Women

POST WOMEN

Lapas Perempuan di Indonesia tidak luput dari kondisi overcrowding. Seperti yang terjadi pada Lapas Perempuan Semarang yang memiliki jumlah warga binaan dua kali lipat dari jumlah yang seharusnya (Kompas, 2022). Lapas Perempuan Semarang hanyalah salah satu contoh, masih banyak Lapas Perempuan lain yang mengalami overcrowding, sebut saja seperti Lapas Perempuan Kelas II A Palembang dan Lapas Kelas II A Pontianak.

Kondisi kelebihan kapasitas penghuni ini berpotensi melanggar HAM dari para narapidana yang ada di dalam Lapas/Rutan. Narapidana perempuan berbeda dengan narapidana laki-laki, dimana narapidana perempuan memiliki kebutuhan khusus yang berkaitan dengan siklus seperti menstruasi, hamil, melahirkan dan menyusui. 

Minimnya kapasitas Rutan dan Lapas, ketidaklengkapan fasilitas, buruknya layanan, ditambah kurangnya sipir menjadi pemicu buruknya pelayanan hak-hak narapidana.
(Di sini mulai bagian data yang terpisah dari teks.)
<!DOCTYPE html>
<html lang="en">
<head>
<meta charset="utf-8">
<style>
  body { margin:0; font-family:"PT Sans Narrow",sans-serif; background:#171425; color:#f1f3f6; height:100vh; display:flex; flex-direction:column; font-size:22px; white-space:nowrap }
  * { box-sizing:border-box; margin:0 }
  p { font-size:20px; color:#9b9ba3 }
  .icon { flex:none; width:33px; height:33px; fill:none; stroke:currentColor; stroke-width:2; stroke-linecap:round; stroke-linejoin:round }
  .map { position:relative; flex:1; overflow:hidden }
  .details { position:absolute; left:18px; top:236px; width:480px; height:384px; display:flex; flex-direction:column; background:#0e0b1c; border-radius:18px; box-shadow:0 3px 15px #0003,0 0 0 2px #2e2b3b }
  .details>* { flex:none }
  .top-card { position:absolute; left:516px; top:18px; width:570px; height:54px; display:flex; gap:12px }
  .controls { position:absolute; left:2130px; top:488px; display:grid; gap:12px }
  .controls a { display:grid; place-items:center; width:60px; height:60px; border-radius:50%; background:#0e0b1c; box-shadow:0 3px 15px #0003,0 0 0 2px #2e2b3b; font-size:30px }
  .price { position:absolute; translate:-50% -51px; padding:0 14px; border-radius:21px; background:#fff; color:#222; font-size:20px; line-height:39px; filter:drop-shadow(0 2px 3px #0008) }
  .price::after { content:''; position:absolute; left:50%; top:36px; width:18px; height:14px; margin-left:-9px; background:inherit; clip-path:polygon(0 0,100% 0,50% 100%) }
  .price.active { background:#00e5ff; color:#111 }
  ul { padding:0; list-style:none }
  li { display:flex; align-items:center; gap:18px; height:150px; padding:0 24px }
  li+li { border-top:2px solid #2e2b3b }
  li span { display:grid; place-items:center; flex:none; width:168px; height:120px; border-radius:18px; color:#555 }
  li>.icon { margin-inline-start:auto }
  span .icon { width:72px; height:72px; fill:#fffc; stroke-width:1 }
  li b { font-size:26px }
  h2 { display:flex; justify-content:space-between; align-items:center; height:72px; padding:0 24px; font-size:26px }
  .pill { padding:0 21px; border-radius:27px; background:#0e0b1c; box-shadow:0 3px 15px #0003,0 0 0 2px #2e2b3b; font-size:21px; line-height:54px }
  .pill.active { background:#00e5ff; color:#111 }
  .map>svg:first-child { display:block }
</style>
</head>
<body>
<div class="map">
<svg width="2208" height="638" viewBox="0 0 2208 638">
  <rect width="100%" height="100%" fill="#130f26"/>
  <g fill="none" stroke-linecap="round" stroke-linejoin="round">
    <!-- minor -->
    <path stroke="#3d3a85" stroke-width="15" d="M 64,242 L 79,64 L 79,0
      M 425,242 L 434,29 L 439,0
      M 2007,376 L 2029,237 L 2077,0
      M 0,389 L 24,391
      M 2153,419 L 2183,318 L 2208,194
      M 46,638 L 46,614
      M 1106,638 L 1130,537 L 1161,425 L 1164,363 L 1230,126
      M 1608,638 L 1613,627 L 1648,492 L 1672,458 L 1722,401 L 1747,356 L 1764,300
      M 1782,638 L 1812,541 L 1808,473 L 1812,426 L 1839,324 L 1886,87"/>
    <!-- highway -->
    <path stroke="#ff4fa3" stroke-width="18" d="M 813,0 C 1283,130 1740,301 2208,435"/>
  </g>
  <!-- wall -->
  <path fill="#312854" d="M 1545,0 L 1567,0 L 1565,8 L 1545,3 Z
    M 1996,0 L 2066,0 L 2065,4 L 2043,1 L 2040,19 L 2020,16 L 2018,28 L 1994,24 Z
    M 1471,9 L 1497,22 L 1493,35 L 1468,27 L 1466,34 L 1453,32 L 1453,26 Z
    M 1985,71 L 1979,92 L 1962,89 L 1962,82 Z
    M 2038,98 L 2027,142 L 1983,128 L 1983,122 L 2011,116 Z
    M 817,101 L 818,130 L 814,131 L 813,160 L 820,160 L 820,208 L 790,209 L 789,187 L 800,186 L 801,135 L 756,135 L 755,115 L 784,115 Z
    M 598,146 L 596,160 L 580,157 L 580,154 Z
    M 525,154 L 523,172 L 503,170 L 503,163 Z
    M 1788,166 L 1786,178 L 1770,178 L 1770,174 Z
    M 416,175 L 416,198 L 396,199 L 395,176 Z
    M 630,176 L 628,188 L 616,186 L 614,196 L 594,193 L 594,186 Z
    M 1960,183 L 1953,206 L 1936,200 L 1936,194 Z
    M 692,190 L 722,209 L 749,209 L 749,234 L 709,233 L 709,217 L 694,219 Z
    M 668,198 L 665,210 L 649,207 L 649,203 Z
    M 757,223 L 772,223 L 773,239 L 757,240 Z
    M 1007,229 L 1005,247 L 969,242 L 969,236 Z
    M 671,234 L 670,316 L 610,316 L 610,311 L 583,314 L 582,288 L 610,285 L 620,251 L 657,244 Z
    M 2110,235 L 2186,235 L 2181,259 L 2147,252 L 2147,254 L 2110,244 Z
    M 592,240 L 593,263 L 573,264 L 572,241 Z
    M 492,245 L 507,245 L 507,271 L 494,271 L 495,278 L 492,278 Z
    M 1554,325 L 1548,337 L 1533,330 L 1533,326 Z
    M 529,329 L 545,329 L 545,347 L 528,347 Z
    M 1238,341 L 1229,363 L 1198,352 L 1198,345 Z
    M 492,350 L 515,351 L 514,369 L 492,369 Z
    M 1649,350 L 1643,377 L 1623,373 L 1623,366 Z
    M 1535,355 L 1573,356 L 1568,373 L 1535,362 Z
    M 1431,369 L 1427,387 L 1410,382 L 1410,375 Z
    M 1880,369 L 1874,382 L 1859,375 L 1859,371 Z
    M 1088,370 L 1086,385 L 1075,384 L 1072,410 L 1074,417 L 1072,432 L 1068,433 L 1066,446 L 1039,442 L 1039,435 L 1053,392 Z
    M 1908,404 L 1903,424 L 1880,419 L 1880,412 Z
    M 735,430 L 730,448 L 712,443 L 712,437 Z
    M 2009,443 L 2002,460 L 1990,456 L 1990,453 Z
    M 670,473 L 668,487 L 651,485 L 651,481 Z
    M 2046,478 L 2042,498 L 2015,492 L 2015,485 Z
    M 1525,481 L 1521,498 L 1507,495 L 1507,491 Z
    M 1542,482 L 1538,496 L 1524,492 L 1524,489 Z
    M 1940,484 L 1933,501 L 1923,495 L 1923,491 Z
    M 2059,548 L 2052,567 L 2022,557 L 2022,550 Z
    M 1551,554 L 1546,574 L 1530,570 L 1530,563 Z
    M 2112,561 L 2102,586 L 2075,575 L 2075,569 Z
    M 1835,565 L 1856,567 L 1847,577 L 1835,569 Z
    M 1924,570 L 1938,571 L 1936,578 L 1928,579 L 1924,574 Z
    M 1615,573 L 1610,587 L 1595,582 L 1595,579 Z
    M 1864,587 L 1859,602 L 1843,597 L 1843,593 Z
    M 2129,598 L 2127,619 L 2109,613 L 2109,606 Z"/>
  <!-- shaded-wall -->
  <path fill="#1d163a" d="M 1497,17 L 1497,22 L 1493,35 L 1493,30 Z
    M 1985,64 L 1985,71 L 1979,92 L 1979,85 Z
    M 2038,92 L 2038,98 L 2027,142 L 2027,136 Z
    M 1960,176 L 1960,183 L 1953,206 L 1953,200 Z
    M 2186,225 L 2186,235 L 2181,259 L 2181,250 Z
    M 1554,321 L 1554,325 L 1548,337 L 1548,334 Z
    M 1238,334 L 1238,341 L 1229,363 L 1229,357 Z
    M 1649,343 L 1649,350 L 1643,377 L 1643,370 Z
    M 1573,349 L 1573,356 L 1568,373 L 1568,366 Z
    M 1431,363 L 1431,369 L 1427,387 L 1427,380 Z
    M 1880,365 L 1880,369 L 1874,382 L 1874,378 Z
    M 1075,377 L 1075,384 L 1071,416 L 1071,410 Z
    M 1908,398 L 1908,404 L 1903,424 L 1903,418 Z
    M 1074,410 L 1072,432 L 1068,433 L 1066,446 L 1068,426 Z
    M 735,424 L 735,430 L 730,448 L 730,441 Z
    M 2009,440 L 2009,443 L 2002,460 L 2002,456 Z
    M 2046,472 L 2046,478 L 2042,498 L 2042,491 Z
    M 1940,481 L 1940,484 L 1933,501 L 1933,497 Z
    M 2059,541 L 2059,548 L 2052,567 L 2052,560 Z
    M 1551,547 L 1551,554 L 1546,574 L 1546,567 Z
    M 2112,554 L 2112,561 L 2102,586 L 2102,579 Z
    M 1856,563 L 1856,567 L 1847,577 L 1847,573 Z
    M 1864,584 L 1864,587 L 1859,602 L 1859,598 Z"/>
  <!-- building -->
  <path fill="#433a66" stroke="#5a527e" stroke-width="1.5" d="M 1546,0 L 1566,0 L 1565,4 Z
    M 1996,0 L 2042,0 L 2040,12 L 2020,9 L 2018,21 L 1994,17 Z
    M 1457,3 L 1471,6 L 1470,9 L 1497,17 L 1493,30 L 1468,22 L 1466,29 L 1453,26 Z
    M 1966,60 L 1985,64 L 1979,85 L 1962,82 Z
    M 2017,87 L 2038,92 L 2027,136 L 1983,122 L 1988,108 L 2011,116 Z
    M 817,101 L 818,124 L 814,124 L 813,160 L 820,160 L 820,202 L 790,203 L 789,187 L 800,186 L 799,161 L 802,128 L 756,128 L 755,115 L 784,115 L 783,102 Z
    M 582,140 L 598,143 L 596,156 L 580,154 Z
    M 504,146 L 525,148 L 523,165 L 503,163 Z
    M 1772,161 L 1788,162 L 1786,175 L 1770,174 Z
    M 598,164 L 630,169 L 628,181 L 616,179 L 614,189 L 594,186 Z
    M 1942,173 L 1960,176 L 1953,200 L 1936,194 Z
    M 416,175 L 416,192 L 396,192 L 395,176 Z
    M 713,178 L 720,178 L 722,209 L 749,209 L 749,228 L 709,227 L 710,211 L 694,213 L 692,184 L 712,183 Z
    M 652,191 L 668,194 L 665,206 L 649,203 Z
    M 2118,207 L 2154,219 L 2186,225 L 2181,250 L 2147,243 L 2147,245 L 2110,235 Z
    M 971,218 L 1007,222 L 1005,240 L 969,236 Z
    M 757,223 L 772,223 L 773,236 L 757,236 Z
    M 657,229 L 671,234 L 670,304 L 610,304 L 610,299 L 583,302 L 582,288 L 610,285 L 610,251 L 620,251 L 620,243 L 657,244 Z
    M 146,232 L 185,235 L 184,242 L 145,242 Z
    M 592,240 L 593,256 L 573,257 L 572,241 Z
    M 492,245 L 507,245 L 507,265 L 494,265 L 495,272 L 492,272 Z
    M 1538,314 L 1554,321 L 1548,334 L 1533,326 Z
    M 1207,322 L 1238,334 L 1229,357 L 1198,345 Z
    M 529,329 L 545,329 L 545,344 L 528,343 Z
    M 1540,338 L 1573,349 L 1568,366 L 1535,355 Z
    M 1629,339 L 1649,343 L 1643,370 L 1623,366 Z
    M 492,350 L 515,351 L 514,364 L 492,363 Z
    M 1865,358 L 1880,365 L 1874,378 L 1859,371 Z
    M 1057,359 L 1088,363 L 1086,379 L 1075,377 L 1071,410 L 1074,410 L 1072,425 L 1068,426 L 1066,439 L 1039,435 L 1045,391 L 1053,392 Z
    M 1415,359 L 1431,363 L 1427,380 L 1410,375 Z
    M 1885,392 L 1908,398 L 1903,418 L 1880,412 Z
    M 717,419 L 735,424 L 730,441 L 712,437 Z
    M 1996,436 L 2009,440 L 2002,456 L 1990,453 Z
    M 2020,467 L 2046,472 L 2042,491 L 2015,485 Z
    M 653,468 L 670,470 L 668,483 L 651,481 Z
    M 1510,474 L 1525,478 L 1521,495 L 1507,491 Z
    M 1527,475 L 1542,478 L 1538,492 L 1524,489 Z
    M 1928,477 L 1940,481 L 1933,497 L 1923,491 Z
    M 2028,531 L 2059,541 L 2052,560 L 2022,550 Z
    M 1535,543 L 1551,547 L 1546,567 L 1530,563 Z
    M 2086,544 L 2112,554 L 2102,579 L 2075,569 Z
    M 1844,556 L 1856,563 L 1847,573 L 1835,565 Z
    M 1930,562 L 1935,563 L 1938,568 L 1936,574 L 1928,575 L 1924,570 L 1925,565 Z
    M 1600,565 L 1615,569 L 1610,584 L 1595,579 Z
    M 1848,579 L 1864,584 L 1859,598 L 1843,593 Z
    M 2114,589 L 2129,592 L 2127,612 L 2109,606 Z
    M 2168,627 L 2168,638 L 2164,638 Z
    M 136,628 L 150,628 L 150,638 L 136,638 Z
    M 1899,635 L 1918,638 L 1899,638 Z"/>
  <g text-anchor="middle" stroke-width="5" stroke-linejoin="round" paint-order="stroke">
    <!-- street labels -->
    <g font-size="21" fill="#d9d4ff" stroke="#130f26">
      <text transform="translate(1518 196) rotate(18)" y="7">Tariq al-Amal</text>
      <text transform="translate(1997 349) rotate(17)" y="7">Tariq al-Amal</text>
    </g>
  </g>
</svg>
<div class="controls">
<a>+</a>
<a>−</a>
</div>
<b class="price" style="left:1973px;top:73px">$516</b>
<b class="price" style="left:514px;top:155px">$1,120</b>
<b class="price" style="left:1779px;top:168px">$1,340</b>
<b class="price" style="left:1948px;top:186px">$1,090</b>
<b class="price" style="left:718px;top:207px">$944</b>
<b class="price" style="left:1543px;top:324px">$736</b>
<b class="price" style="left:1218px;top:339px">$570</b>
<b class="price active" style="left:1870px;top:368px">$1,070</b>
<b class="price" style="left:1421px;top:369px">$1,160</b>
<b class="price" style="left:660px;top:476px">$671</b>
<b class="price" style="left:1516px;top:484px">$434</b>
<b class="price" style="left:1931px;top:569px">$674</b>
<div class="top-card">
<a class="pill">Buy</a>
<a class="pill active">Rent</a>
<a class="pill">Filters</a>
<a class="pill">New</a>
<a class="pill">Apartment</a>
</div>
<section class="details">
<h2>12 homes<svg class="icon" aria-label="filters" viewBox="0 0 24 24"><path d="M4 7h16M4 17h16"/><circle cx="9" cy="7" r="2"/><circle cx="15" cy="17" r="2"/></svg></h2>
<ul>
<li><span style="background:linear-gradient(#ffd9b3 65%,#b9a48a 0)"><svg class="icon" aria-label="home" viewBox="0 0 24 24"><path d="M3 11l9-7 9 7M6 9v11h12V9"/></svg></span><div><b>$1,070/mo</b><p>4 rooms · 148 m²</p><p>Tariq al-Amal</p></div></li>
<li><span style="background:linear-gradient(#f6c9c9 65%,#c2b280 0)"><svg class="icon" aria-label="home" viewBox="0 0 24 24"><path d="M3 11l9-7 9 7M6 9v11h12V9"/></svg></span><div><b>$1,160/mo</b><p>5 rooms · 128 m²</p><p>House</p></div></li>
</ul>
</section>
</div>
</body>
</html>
Pada situasi ini, wanita adalah objek paling rentan bahaya fisik maupun psikis. Narapidana dan tahanan perempuan menjadi objek yang paling dekat dengan kerentanan tersebut. Fasilitas keruangan yang menunjang aktivitas perempuan tak terlengkapi. Ini menjadi salah satu indikator kurang terpenuhinya hak-hak perempuan (Kurniawan, 2021).

Terkait hal itu, telah ada sejumlah peraturan yang melindungi kebutuhan tahanan perempuan, salah satunya adalah The Bangkok Rules yang mengatur tentang penyediaan akomodasi yang terkait dan disesuaikan dengan karakter dan kebutuhan kebersihan personal bagi perempuan, seperti kebutuhan saat menstruasi, hamil, melahirkan, serta pasca-melahirkan.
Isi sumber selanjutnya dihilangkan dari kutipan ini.